In conclusion, I can utilize the mechanics I have written about in straightforward bits of advice. They are pretty common, but I want you to read them through how we will control production cost factors.

0 If you are building a low-competition internal tooling where you can control change drivers, it might be very efficient to go for 3rd-party SaaS like MS Office 365 or SalesForce Cloud to have a low cost of build and low cost of ownership. All other cases will benefit from using cloud PaaS like AWS, MS Azure, or GCP because of a good set of tools to keep TCO (combined build, change, and ownership cost factors) very competitive for a technical baseline of the software you are building.

1 To research a new software product hypothesis, it is beneficial to go for monolith until you get to product-market fit due to the lowest cost of build and lowest at the beginning (but growing) cost of change.

2 When a product-market fit is confirmed, it is worth investing in infra- and microservices tech to build peripheral product functions in a controlled environment (lower cost of ownership) but still have core functions in monolith (risky but acceptable cost of change).

3 There might be a moment when you start investing in tech debt to slow down the cost of change degradation. This investment will look like acceptance of some over-engineering (adding abstractions to resolve the modifiability of the software).
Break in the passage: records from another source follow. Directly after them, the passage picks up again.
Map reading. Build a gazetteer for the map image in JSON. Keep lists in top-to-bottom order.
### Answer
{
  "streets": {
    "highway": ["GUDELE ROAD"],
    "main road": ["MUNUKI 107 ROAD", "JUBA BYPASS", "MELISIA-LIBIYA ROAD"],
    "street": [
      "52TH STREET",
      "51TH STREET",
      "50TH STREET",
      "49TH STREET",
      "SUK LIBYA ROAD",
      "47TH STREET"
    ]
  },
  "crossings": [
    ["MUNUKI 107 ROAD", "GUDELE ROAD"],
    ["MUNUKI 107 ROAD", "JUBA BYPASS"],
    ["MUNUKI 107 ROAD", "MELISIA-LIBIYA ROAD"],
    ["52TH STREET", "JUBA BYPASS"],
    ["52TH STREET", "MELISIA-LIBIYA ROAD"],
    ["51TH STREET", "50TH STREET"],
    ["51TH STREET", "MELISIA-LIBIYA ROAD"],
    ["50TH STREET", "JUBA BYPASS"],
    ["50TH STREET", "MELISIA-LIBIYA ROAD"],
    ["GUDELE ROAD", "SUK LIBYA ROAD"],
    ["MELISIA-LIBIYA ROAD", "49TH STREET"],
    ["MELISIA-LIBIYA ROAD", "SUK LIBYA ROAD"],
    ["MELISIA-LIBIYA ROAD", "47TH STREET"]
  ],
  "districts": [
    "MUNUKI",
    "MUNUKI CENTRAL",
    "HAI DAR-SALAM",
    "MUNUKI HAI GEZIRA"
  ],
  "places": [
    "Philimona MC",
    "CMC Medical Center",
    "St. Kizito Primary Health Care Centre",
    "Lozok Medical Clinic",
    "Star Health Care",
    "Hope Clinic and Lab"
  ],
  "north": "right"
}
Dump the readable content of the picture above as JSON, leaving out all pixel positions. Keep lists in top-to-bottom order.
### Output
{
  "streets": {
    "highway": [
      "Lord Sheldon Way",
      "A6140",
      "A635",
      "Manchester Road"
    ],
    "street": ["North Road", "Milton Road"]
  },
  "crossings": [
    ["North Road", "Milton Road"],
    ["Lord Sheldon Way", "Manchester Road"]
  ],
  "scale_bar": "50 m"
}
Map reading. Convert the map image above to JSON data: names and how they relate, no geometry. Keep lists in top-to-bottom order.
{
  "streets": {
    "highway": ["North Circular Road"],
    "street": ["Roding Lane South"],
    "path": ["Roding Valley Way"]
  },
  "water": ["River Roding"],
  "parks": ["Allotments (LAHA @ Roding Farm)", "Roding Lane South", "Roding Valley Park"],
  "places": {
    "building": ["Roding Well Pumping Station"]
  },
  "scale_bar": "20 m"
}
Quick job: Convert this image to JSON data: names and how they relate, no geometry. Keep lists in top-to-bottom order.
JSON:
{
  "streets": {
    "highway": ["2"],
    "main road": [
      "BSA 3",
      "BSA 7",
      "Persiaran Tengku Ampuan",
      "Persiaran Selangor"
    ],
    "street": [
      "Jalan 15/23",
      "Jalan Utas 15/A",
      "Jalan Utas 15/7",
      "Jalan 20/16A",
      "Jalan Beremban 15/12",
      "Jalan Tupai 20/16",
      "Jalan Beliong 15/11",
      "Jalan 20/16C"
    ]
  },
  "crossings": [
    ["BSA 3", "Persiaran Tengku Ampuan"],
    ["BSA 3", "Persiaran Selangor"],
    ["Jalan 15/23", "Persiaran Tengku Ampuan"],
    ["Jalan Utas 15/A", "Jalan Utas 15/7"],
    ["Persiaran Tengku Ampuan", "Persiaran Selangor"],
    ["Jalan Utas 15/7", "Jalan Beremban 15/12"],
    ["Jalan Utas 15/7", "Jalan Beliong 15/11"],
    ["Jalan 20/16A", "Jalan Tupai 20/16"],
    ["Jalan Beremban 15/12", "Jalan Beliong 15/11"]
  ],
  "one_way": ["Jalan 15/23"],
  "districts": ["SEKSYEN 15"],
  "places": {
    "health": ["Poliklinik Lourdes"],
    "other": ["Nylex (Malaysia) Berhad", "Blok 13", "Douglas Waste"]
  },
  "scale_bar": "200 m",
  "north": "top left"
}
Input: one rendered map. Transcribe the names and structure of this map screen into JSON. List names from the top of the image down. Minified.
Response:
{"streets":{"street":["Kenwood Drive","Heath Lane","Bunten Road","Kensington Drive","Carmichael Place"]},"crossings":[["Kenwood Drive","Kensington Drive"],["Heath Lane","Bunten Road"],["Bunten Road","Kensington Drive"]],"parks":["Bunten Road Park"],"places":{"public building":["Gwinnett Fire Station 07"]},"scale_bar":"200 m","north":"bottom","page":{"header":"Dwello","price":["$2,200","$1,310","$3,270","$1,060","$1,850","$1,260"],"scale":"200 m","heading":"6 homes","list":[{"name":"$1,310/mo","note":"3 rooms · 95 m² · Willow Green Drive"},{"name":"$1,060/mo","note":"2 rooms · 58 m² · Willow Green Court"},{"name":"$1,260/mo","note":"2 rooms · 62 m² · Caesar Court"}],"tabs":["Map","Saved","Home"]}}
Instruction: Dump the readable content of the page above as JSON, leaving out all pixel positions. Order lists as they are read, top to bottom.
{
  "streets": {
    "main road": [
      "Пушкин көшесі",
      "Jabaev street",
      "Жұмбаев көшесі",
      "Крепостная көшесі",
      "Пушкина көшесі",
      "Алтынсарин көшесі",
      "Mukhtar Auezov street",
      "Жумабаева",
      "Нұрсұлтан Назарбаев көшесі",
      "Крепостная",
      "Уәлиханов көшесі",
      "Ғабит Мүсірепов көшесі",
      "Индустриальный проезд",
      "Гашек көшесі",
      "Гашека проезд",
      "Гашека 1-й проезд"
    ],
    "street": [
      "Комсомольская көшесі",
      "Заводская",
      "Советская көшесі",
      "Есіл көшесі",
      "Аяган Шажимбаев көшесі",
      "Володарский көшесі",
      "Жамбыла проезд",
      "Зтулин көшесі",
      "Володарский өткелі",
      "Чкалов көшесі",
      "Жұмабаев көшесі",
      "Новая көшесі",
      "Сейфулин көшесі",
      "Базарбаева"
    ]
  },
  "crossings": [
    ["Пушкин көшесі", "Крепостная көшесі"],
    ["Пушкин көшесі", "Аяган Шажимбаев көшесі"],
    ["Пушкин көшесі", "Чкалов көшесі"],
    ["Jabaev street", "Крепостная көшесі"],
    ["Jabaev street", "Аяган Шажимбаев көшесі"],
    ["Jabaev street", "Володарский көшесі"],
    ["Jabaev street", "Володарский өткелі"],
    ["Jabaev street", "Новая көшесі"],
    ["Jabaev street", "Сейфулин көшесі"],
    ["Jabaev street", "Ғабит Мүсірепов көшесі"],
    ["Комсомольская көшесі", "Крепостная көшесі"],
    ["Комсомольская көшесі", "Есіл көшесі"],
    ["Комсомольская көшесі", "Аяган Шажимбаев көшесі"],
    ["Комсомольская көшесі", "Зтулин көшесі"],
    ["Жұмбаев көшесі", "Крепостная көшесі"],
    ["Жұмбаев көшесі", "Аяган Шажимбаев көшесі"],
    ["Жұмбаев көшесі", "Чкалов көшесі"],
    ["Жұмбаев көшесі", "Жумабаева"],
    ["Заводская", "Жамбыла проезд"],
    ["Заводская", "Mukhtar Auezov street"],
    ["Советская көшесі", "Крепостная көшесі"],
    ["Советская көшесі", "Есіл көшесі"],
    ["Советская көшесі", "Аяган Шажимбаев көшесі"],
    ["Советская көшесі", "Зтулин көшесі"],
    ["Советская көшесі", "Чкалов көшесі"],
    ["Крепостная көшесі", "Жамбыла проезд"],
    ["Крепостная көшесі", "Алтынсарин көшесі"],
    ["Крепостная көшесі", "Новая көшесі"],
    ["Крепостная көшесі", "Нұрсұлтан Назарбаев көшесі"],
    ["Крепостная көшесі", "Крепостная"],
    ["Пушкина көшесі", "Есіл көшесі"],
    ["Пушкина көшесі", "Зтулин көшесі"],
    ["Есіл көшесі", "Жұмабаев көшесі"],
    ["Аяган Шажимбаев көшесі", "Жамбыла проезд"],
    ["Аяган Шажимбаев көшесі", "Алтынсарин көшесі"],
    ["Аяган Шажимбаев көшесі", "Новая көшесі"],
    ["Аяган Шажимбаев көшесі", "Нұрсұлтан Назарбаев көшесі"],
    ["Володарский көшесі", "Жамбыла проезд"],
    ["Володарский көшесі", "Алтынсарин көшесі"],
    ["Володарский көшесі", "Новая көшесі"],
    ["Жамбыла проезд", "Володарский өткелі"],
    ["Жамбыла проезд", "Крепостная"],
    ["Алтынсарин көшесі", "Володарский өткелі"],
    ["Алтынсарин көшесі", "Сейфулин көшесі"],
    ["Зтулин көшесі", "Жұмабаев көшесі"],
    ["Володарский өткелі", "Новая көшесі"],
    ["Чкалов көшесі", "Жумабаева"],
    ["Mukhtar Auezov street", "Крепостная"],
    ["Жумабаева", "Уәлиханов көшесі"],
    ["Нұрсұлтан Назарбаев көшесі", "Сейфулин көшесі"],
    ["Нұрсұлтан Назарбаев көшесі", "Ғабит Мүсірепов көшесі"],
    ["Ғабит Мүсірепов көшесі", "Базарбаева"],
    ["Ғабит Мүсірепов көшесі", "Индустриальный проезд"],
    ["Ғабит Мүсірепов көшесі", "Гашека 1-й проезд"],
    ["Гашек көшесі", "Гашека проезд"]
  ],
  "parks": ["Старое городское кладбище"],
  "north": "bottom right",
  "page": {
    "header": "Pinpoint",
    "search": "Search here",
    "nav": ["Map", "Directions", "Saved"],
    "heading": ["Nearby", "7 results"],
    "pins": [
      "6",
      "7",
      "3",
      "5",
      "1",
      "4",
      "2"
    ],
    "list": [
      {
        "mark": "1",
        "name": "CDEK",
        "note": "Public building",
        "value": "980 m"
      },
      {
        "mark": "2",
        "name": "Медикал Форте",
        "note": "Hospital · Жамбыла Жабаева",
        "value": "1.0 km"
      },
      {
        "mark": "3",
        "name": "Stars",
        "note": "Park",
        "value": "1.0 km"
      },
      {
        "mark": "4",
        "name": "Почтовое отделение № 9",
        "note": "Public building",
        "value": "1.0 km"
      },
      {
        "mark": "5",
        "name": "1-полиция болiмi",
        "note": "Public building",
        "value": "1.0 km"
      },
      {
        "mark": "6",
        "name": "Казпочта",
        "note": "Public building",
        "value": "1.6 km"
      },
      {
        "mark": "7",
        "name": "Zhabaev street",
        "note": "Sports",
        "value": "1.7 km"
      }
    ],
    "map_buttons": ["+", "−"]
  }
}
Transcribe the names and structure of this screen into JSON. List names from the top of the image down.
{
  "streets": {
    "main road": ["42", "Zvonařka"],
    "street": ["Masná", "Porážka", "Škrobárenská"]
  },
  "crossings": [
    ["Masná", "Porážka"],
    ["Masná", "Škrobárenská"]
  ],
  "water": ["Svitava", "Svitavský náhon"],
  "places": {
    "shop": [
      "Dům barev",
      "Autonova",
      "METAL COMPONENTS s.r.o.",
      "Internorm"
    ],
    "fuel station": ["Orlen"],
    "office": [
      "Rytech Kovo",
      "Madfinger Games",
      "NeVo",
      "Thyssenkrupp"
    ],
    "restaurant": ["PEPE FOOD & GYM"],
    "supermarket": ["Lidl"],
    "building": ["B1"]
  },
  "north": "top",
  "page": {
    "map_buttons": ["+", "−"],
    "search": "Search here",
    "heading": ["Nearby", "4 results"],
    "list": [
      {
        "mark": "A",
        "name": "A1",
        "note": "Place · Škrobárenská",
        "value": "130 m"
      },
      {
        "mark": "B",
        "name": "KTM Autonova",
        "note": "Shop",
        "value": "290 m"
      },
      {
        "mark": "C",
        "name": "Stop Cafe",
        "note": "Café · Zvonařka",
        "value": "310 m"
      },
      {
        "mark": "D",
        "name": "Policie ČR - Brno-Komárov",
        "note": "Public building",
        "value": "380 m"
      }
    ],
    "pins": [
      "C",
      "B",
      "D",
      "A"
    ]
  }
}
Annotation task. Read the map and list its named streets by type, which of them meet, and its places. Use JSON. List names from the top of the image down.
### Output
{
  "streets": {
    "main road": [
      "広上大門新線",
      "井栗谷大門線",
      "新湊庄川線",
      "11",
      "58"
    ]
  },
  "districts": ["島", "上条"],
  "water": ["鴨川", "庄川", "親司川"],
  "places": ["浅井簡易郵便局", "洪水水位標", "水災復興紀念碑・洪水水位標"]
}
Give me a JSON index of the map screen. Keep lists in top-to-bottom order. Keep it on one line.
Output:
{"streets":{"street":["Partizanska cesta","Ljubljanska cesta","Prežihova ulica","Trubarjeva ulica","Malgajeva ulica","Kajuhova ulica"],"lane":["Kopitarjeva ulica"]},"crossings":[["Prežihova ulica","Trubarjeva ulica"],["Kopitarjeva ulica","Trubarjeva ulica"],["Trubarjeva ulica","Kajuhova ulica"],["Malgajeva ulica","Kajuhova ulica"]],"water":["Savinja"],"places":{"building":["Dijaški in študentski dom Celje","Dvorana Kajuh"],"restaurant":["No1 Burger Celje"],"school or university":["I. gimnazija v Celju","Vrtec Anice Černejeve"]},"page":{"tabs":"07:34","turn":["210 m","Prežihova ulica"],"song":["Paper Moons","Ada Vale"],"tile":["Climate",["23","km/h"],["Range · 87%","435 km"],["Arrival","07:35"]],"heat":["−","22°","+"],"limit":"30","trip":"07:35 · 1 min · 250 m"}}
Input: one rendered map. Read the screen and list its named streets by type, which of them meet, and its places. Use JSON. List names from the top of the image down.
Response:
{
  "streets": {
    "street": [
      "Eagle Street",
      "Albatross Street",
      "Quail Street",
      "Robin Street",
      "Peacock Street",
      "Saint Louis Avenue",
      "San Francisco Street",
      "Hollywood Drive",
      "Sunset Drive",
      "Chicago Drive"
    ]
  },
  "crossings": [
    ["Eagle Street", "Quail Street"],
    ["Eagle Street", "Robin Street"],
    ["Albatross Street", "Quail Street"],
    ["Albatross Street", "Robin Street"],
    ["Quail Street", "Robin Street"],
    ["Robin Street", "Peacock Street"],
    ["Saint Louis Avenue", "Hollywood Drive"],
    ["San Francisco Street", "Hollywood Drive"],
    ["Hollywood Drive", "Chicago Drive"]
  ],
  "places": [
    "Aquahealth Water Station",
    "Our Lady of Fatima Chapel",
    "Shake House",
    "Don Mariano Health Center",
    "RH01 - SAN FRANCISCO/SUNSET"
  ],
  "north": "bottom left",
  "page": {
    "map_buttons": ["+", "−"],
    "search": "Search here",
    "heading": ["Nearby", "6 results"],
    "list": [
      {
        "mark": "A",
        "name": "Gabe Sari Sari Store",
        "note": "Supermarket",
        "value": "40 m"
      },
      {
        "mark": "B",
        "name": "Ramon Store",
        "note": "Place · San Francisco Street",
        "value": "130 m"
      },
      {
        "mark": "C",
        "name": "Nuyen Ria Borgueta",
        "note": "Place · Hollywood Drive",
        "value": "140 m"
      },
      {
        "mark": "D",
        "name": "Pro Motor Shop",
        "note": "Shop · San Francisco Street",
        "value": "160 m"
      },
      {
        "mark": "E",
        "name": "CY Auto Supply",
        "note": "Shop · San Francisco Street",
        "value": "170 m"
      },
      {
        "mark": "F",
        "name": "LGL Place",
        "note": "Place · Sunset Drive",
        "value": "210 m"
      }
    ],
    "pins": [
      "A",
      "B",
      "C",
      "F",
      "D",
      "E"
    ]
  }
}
At this stage, we can also see that Domain complexity becomes more impactful to overall system complexity than a technical baseline, meaning that cloud PaaS investment is less valuable than before.

4 And finally, to unblock a hypergrowth and horizontal org scalability with stream-aligned teams, you will need to reach a pinnacle of architecture practices combination: strategic domain-driven design, modular (micro)services architecture, multi-layer platforming, distributed collaborative architecture decision making, etc. — To balance all cost factors of the software production: build, own, change.